Toen Emma ongeveer 1,5 jaar oud was wilde ik me inschrijven als bloeddonor. Veel van mijn familieleden zijn donor, en ik wilde dat ook wel.
Dus een afspraak gemaakt, formulier ingevuld en op gesprek bij de arts. Daarna moest ik nog bloed laten prikken. De verpleegkundige keek wat, voelde wat en haalde een collega erbij. Die daarna vrolijk zei: “Ik wil het wel proberen hoor, maar ik weet het niet”.
Mijn aderen zijn niet ideaal om aan te prikken. Dat wist ik wel, heb ik ook zeker ervaring mee tijdens onze tijd op de fertiliteitsafdeling. De verpleegkundige legde uit dat ze in een bepaalde tijd een bepaalde hoeveelheid bloed willen, en dat ze daarvoor een ‘best wel dikke’ naald gebruiken en het was niet zeker dat dat bij mij ging passen / lukken. Maar er moest sowieso gecontroleerd worden.
Er werd bloed geprikt (wat prima ging) en daarna mocht ik naar huis.
Een paar weken later ontving ik een brief dat ik was goedgekeurd als bloeddonor.
Inmiddels waren we bezig met een IVF behandeling voor een tweede kindje, en mocht ik geen bloed geven.
Nadat Lieke geboren was moest ik zes weken wachten voor ik weer bloed mocht geven.
Maar ik was wel meer gaan twijfelen. “Ik wil het wel proberen” werd ik niet zo enthousiast van. Tijdens de IVF behandeling van Lieke was er weer meerdere malen scheef of misgeprikt, met blauwe plekken als gevolg.
Ik besloot (op dit moment?) geen bloeddonor te worden.
Tijdens beide zwangerschappen regelden we dat we de stamcellen uit het navelstrengbloed konden doneren.
Een collega van mij heeft een stamceltransplantatie nodig gehad, en daar ben ik altijd aan blijven denken. Helaas overleed hij aan de complicaties van de behandeling.
Omdat ik thuis beviel was doneren niet mogelijk.
Laatst kwam ik in aanraking met matchis.
Voor patiënten die een stamceltransplantatie nodig hebben, zijn stamcellen van een gezonde donor van levensbelang. Jij kunt het verschil maken.
Omdat de kans dat een patiënt en een donor met elkaar matchen is heel klein. Er zijn dus veel donoren nodig.
Laatst kreeg mijn fysiotherapeut een stamceltransplantatie in Israël omdat hij MS heeft. Deze behandeling kan in Nederland nog niet. Deze behandeling was overigens met zijn eigen stamcellen.
Per jaar krijgen enkele duizenden mensen in Nederland te horen dat ze een vorm van bloedkanker hebben. Een patiënt met leukemie of een andere ernstige bloedziekte kan genezen door middel van een stamceltransplantatie.

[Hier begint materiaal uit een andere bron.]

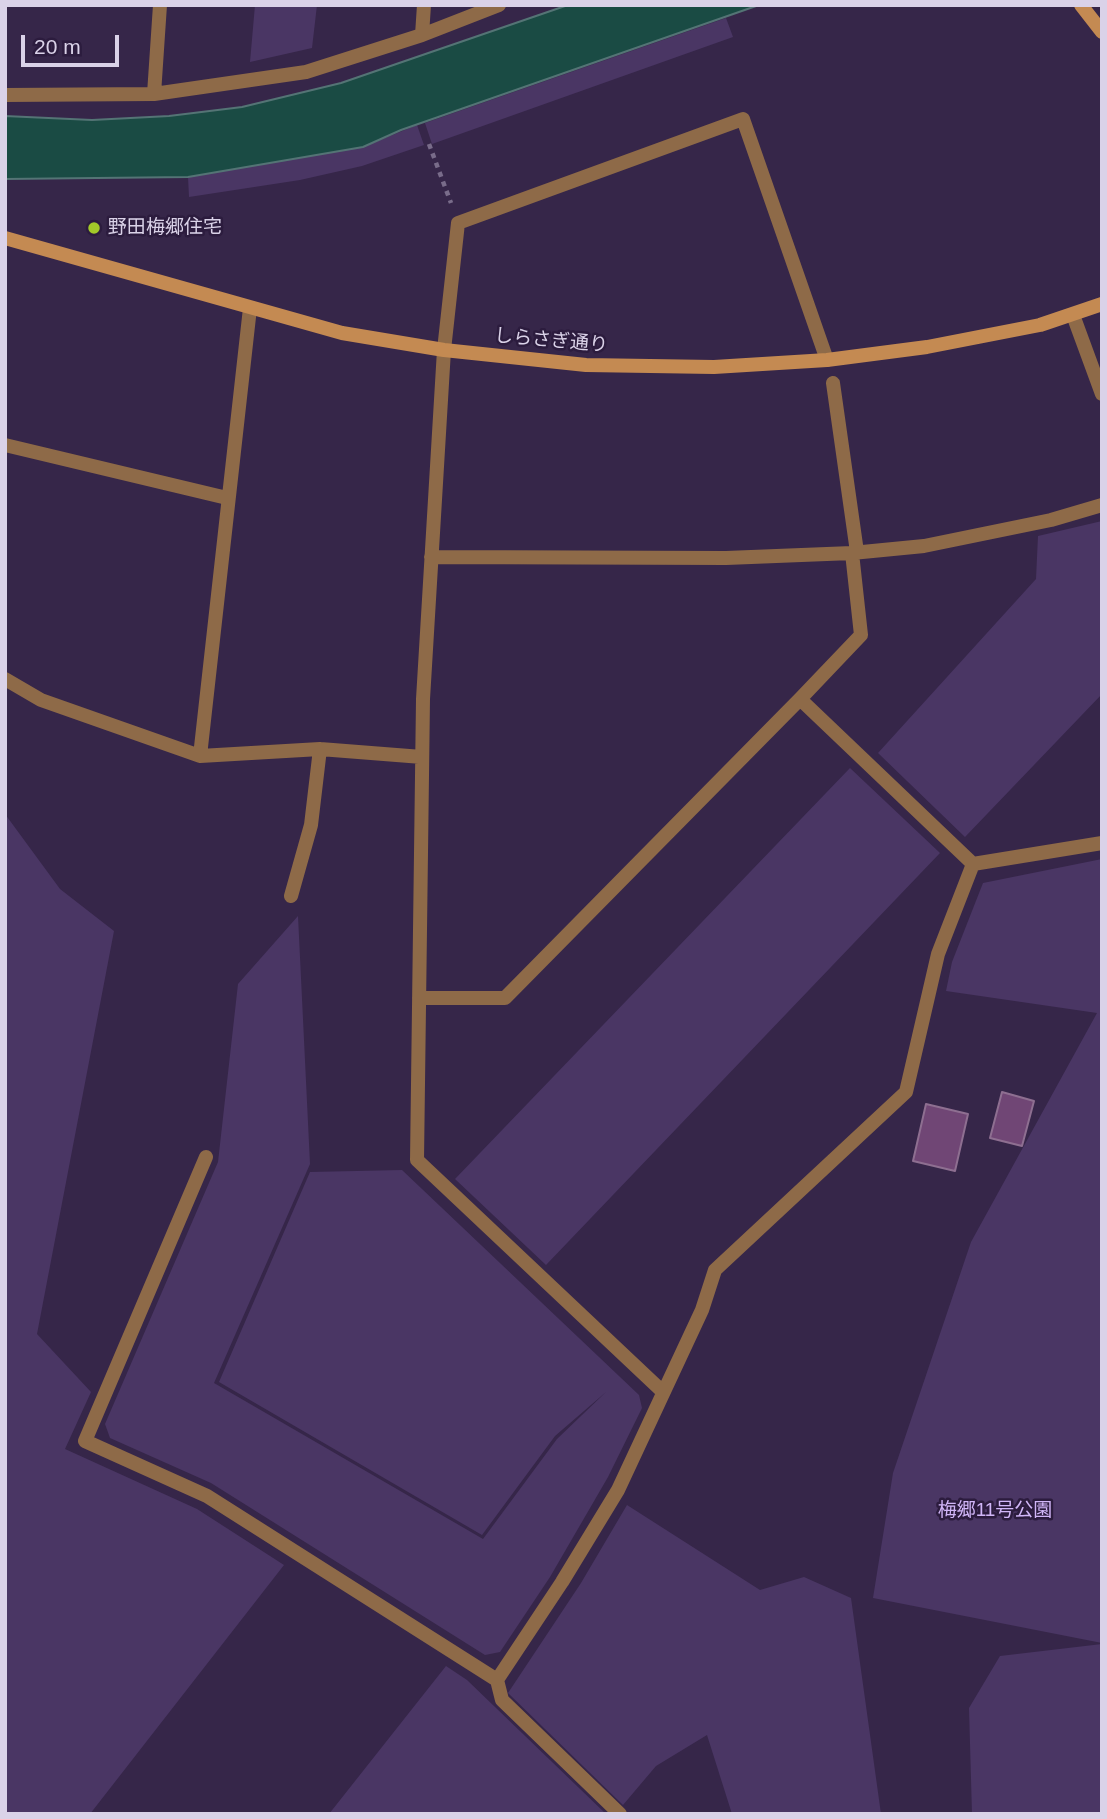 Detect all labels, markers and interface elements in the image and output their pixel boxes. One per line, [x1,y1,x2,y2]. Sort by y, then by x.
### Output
scale bar [24,21,122,65]
text: 20 m [34,35,81,58]
place label: 野田梅郷住宅 [108,217,222,239]
marker: 野田梅郷住宅 [86,220,102,236]
street label: しらさぎ通り [493,325,609,357]
park label: 梅郷11号公園 [938,1500,1052,1522]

Nog steeds is het niet mogelijk om voor elke patiënt op tijd een passende stamceldonor te vinden. De kans dat je een donor binnen de familie van de patiënt vindt, is slechts 30%. Er moet dus vaak worden gezocht naar niet-verwante stamceldonoren. In Nederland is er een groot tekort aan onverwante stamceldonoren, slechts vier procent van de Nederlandse patiënten ontvangt stamcellen van een Nederlandse donor. De kans dat er een goede match is tussen een onverwante donor en ontvanger is enorm klein. Daarom is jouw aanmelding van levensbelang.
Ik besloot me aan te melden bij Matchis. Je krijgt dan een setje thuisgestuurd om wat wangslijmvlies af te nemen. Hiermee kunnen ze je weefseltyperig bepalen, waarmee je opgenomen wordt in een wereldwijd bestand.

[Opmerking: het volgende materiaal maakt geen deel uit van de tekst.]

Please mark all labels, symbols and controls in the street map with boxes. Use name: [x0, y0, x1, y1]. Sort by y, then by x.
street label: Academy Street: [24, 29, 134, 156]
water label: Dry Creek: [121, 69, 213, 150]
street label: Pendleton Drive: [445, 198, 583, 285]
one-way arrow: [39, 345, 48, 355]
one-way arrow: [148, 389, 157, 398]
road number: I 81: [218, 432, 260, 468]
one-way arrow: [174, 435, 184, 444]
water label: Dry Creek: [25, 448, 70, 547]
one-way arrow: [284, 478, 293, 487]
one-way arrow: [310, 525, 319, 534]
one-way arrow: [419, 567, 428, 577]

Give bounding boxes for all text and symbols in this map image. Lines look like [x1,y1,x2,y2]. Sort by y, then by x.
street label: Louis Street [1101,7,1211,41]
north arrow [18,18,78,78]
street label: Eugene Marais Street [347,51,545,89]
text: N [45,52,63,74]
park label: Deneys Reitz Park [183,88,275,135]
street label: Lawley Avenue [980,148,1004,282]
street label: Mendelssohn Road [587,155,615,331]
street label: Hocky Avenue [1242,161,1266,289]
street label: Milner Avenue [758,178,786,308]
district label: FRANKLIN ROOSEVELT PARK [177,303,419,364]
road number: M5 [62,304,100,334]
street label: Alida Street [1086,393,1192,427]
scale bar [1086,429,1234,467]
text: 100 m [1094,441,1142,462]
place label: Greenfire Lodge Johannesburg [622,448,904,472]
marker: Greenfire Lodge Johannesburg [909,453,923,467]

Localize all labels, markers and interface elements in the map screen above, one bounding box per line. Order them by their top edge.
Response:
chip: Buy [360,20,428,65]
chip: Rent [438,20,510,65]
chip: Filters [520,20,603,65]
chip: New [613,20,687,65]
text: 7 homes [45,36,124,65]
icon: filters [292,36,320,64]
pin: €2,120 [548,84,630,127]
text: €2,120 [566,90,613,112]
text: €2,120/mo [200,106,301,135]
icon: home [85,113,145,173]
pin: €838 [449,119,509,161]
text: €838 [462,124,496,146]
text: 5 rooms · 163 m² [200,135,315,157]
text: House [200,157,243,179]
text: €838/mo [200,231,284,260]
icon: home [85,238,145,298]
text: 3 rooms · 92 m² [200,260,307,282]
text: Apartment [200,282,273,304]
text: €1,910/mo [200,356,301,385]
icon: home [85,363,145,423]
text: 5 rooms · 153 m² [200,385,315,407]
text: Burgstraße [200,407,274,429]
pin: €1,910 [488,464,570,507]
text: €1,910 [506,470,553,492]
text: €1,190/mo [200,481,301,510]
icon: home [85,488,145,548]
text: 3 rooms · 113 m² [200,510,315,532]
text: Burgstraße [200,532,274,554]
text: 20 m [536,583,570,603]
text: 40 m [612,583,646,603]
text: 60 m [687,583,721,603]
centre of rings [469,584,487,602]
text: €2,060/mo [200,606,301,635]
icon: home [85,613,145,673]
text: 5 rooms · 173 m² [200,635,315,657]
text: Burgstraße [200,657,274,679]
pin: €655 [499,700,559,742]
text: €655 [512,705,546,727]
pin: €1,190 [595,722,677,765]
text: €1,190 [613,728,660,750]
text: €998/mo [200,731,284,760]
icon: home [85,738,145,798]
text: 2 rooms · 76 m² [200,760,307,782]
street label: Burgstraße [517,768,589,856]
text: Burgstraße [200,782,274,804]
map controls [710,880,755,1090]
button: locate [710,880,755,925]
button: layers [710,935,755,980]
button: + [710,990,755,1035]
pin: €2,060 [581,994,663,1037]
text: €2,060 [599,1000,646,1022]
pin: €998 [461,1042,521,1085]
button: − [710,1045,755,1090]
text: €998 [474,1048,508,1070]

Het is heel simpel en staat duidelijk uitgelegd. Wattenstokje een bepaalde tijd ronddraaien over je wang. Laten drogen en in het daarvoor bestemde ‘geleufje’ stoppen. Daarna stuur je het op en na een aantal weken krijg je de bevestiging dat je bent toegevoegd aan het register.

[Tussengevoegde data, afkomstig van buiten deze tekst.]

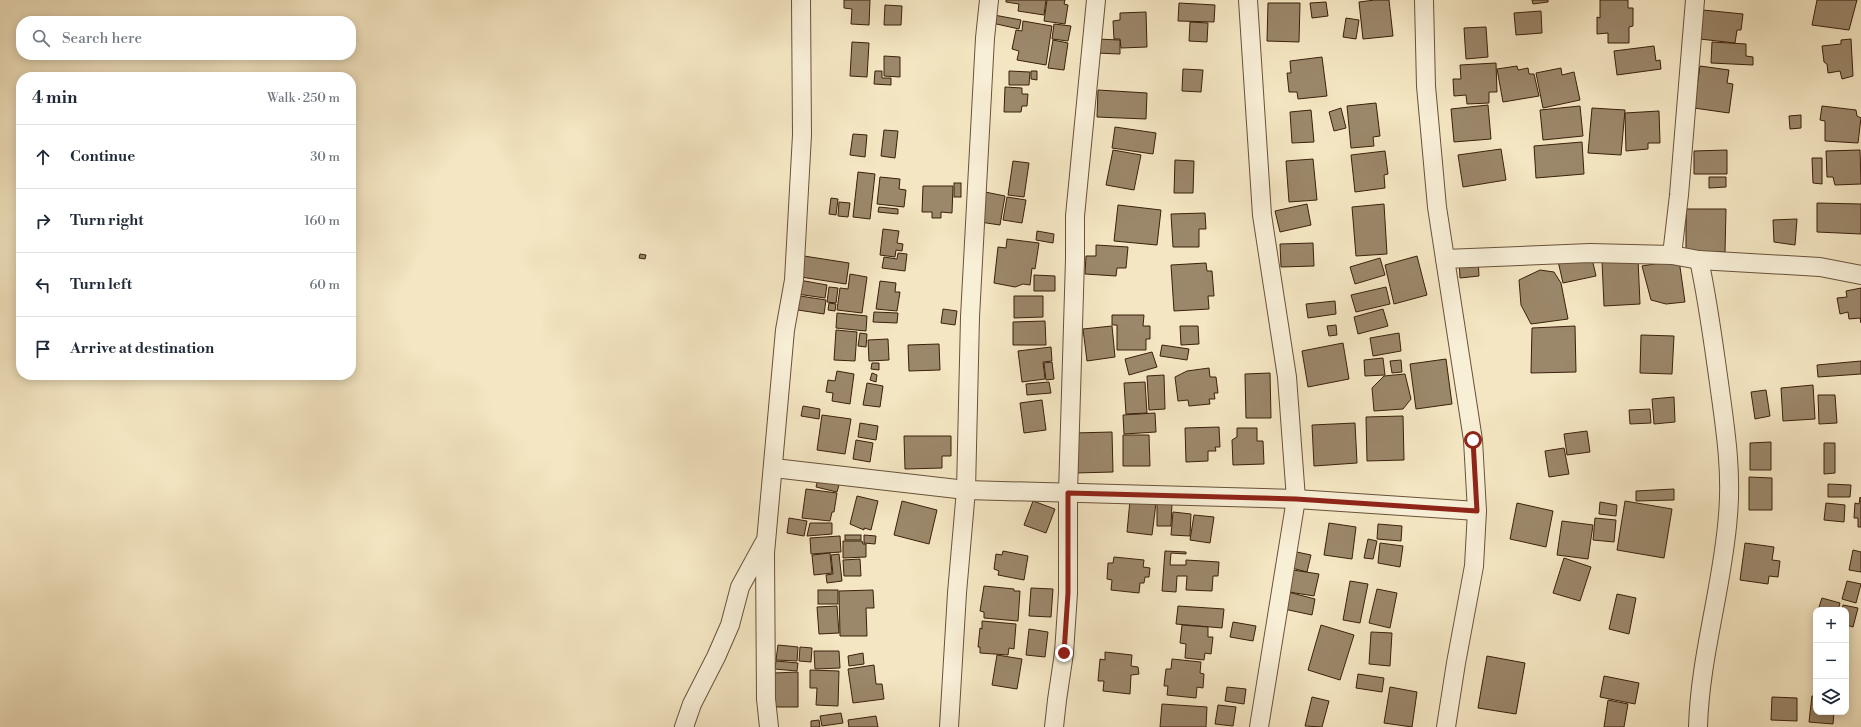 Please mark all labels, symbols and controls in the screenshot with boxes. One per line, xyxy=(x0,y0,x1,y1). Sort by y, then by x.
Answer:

De kans dat je wordt opgeroepen is gering. Van alle Nederlandse donoren geven er ongeveer 50 per jaar ook werkelijk stamcellen.
Hoe dat precies in z’n werk gaat kun je lezen op de site van Matchis.
Mocht ik ooit opgeroepen worden dan lees je dat hier ook vast 😉 Er volgt dan eerst een uitgebreide voorlichting en screening.
Geen idee of ik nu ‘hoop’ dat ik zal worden opgeroepen. Het lijkt me fijn om iemand te kunnen helpen die zo ziek is. Maar ze gaan toch in je prikken en je moet medicijnen nemen.
Ik wacht het wel af. Ik sta in ieder geval tot mijn 50e in het bestand.